CICT’s retail portfolio enjoyed a +8.5% rental reversion for FY23, with downtown malls delivering a stronger +8.8%. Leasing enquiries came from F&B, beauty & health, and fashion sectors. Overall retail tenant sales and shopper traffic rose by 1.8% and 8.6% yoy, respectively, over the same period, resulting in an improvement in occupancy cost to 16.3%. CICT remains optimistic on its retail segment and anticipates retail rents to continue rising in the mid-single digit for FY24F. In terms of asset enhancement initiatives (AEI), CICT is planning to strengthen IMM Building’s (IMM) position as a regional outlet destination via a S$48m plan to increase the number of outlet stores by rightsizing the supermarket footprint and reconfiguring units.

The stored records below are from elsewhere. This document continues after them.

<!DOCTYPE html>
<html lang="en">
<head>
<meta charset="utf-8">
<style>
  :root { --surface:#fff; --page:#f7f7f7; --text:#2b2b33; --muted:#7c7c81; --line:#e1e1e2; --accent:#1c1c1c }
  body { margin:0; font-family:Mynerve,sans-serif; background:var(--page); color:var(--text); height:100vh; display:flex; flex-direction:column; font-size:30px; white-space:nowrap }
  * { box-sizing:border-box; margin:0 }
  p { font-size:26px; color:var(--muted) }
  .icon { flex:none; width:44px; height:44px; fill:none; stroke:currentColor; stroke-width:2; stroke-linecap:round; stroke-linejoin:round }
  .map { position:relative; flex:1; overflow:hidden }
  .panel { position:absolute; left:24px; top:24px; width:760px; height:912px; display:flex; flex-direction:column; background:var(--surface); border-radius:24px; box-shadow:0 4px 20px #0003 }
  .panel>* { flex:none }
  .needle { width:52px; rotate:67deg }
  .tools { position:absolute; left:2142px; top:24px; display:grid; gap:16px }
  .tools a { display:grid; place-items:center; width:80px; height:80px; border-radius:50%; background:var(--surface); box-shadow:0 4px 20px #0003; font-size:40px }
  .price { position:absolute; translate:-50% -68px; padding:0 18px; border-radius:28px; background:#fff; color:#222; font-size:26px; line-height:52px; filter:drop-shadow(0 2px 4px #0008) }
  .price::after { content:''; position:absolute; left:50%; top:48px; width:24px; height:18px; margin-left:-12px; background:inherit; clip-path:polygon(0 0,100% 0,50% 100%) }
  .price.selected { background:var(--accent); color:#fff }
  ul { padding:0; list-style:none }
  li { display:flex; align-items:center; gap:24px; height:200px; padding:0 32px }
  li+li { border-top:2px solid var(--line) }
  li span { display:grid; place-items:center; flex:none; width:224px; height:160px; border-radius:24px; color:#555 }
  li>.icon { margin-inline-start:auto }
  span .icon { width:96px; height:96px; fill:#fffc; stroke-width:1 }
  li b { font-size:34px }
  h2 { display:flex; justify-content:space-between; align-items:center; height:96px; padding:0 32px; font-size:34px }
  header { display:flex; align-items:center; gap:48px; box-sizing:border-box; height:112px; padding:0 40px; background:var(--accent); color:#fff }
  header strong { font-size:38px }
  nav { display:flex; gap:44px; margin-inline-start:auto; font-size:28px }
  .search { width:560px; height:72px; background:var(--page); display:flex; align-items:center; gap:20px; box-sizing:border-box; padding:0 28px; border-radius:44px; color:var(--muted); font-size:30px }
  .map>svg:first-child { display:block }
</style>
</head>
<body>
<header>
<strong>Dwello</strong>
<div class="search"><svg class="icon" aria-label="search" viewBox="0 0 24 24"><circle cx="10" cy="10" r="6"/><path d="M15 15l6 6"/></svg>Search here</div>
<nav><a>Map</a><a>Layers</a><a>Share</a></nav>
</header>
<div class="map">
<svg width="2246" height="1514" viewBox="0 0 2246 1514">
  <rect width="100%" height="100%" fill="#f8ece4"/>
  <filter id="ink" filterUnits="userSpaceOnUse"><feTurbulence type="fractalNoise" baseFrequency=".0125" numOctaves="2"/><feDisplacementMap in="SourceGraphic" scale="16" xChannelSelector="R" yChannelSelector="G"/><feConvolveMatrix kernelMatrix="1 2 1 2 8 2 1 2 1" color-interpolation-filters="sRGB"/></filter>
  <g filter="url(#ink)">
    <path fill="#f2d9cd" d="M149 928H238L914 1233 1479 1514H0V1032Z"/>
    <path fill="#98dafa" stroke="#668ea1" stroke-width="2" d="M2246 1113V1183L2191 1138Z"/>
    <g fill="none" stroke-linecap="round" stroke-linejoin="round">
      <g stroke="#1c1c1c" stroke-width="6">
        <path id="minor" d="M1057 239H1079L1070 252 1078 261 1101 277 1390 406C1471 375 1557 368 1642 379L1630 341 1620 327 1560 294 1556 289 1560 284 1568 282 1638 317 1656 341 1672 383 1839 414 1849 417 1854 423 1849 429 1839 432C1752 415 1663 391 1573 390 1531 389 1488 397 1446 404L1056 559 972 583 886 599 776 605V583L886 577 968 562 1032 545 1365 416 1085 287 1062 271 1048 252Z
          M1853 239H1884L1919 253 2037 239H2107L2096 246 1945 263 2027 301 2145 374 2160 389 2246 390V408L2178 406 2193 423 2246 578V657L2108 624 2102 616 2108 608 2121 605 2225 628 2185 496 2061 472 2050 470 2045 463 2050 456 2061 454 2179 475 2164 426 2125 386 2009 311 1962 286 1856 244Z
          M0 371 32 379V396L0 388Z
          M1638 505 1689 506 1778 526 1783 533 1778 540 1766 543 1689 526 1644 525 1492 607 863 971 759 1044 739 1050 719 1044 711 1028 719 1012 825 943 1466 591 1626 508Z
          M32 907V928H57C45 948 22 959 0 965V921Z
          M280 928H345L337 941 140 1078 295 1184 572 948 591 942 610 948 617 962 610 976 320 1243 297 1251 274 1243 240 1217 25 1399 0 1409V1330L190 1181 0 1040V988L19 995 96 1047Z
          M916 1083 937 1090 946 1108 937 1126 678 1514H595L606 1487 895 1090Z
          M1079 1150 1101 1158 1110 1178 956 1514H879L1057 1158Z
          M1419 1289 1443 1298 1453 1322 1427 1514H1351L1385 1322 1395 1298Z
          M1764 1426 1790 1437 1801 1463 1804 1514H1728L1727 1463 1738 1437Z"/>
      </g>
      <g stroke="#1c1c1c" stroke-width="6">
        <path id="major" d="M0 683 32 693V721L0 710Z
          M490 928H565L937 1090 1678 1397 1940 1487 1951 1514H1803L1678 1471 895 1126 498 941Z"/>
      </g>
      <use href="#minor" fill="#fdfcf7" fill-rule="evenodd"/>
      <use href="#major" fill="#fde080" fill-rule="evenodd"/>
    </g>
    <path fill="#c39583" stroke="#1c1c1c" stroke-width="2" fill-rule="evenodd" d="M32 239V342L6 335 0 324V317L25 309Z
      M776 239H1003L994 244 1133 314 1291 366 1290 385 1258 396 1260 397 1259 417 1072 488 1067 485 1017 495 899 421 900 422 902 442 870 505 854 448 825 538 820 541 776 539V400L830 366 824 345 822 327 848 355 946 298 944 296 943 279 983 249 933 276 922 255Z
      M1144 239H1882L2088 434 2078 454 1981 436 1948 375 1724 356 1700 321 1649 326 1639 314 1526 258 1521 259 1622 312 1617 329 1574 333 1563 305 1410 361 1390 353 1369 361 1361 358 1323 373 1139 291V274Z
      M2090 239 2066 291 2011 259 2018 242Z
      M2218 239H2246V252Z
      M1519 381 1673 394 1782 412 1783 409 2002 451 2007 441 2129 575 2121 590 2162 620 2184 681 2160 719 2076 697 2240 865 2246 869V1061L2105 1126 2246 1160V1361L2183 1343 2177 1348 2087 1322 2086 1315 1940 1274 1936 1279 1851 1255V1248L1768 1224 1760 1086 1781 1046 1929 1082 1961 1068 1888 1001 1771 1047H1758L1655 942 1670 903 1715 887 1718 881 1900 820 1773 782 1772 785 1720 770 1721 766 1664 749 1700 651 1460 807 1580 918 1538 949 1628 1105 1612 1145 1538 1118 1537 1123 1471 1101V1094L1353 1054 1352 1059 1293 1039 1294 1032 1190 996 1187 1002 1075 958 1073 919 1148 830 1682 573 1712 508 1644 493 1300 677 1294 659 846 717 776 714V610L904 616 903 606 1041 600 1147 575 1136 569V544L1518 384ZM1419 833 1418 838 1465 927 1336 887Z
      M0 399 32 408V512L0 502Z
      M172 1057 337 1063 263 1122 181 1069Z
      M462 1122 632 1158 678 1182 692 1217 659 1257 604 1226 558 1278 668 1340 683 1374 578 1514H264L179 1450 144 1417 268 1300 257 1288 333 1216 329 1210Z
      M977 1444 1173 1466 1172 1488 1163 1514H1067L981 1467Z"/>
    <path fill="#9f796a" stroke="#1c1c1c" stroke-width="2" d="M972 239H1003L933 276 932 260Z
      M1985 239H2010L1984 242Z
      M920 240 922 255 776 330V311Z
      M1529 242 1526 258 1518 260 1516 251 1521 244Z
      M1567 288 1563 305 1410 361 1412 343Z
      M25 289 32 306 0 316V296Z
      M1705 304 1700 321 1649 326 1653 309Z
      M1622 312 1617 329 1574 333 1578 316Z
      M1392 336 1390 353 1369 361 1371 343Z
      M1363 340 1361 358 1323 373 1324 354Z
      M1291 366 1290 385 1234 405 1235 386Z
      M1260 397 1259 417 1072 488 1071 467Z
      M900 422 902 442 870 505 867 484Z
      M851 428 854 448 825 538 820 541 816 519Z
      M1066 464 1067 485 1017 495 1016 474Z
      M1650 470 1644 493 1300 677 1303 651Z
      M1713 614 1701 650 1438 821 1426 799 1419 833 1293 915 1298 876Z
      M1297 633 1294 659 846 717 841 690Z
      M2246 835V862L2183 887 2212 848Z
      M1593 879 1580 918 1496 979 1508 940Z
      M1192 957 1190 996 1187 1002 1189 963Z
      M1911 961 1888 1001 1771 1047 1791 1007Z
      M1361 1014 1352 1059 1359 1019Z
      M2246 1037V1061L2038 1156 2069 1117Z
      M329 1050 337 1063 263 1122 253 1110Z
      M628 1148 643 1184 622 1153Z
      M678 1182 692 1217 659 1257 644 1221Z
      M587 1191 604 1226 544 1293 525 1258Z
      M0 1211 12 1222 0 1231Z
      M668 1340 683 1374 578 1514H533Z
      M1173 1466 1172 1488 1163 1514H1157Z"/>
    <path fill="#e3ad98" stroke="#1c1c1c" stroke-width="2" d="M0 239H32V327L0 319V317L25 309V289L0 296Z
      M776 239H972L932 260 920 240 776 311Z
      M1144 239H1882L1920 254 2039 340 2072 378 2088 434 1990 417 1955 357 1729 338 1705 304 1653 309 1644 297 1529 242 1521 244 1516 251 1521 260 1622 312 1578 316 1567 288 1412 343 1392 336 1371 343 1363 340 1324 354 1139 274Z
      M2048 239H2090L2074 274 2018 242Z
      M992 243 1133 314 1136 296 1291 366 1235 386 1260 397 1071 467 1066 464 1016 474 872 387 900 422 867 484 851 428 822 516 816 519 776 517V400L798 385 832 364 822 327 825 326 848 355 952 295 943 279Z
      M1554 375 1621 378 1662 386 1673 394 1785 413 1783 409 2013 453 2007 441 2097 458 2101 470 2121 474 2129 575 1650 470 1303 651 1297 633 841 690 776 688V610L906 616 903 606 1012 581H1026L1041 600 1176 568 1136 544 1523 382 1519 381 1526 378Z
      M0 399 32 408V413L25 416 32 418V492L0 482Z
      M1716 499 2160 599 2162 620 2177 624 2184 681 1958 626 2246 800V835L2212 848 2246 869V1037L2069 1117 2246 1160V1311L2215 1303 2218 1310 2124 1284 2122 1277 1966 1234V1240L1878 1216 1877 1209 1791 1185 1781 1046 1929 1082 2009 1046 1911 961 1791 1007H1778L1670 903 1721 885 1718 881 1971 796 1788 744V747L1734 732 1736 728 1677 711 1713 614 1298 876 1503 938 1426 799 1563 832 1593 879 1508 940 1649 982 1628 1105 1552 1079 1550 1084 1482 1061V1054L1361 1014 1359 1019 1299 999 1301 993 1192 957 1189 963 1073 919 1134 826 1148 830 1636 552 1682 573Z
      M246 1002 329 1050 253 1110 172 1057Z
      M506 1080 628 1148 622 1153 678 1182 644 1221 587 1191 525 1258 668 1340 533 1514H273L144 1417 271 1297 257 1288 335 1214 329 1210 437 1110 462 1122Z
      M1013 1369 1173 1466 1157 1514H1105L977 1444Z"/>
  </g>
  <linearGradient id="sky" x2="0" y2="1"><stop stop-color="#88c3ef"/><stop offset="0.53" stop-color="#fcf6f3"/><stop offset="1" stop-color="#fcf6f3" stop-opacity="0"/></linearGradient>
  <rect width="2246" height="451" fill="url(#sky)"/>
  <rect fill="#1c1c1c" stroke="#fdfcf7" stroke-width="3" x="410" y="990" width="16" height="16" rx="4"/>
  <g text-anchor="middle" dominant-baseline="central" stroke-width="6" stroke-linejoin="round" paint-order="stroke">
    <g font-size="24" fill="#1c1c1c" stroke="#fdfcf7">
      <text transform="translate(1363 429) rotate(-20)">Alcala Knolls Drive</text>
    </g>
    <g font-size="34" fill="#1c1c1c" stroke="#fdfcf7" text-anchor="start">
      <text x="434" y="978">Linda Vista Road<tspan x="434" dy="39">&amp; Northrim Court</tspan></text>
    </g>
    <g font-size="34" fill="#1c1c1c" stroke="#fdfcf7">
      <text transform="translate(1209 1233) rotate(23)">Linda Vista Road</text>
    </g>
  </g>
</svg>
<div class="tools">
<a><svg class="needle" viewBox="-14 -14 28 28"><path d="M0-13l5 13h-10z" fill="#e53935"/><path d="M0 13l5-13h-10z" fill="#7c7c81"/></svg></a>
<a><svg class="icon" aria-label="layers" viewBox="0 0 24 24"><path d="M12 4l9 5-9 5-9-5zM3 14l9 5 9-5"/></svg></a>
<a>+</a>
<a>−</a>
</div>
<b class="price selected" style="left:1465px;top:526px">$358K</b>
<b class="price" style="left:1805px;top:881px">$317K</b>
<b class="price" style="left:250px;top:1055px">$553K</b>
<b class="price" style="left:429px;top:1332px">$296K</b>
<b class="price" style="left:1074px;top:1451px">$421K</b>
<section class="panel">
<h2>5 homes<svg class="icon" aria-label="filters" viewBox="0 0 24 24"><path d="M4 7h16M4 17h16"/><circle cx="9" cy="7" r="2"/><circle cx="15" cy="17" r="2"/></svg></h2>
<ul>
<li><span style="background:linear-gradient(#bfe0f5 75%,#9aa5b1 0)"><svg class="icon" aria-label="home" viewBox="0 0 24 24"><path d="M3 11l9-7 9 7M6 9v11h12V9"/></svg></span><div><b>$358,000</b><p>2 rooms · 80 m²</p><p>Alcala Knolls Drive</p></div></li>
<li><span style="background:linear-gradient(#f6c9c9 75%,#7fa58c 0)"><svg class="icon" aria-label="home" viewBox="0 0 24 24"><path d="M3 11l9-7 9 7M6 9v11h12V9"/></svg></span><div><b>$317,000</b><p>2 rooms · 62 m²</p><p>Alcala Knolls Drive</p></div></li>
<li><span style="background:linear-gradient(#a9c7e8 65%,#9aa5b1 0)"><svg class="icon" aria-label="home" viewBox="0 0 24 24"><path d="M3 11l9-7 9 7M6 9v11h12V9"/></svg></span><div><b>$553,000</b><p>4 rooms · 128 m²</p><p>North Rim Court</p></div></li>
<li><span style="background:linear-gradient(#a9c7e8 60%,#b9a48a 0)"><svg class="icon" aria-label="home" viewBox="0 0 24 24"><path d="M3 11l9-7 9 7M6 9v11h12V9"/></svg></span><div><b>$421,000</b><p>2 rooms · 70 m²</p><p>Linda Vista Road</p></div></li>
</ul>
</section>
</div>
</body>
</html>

This exercise is expected to span over four phases, from 1Q24 to 3Q25. About 70% of the AEI space in Phases 1&2 has been precommitted to-date. CICT targets to achieve an ROI of 8%.

Office segment delivered strong occupancy

Office committed occupancy saw a 0.3% pt qoq increase to 96.7% at end-FY23, boosted mainly by higher take-up in Singapore and Australia. Office rent reversion was a healthy +9% for FY23 with leasing enquiries from banking, financial services, technology, media, and telecom (TMT), and manufacturing and distribution. CICT indicated that the planned AEI for Galileo would involve upgrading the building to a Grade-A LEED Gold certified property. The 18-month exercise starting Feb 2024 would cost c.€175m-215m. CICT indicated it is in advanced talks with a prospective financial services tenant to take up most of the space at the property. While there is income downtime during the development period, we think the impact will be muted (as Gallileo made up <2% of CICT’s FY23 portfolio value). CICT is also revitalising 101 Miller St in North Sydney by transforming the lobby into a best-in-class communal space, with meeting rooms and event space.

Reiterate Add rating

We lower our FY24-25F DPU by 1.23-3.56% as we tweak our assumptions for the AEI works. However, our DDM-based TP is raised slightly to S$2.18 as we lift our FY26F estimates and roll forward our assumptions. Potential catalyst: lower-than-expected rate hikes. Downside risks: slower-than-expected rental recovery and escalating opex or cost overruns as the trust executes on its AEIs that could affect projected returns.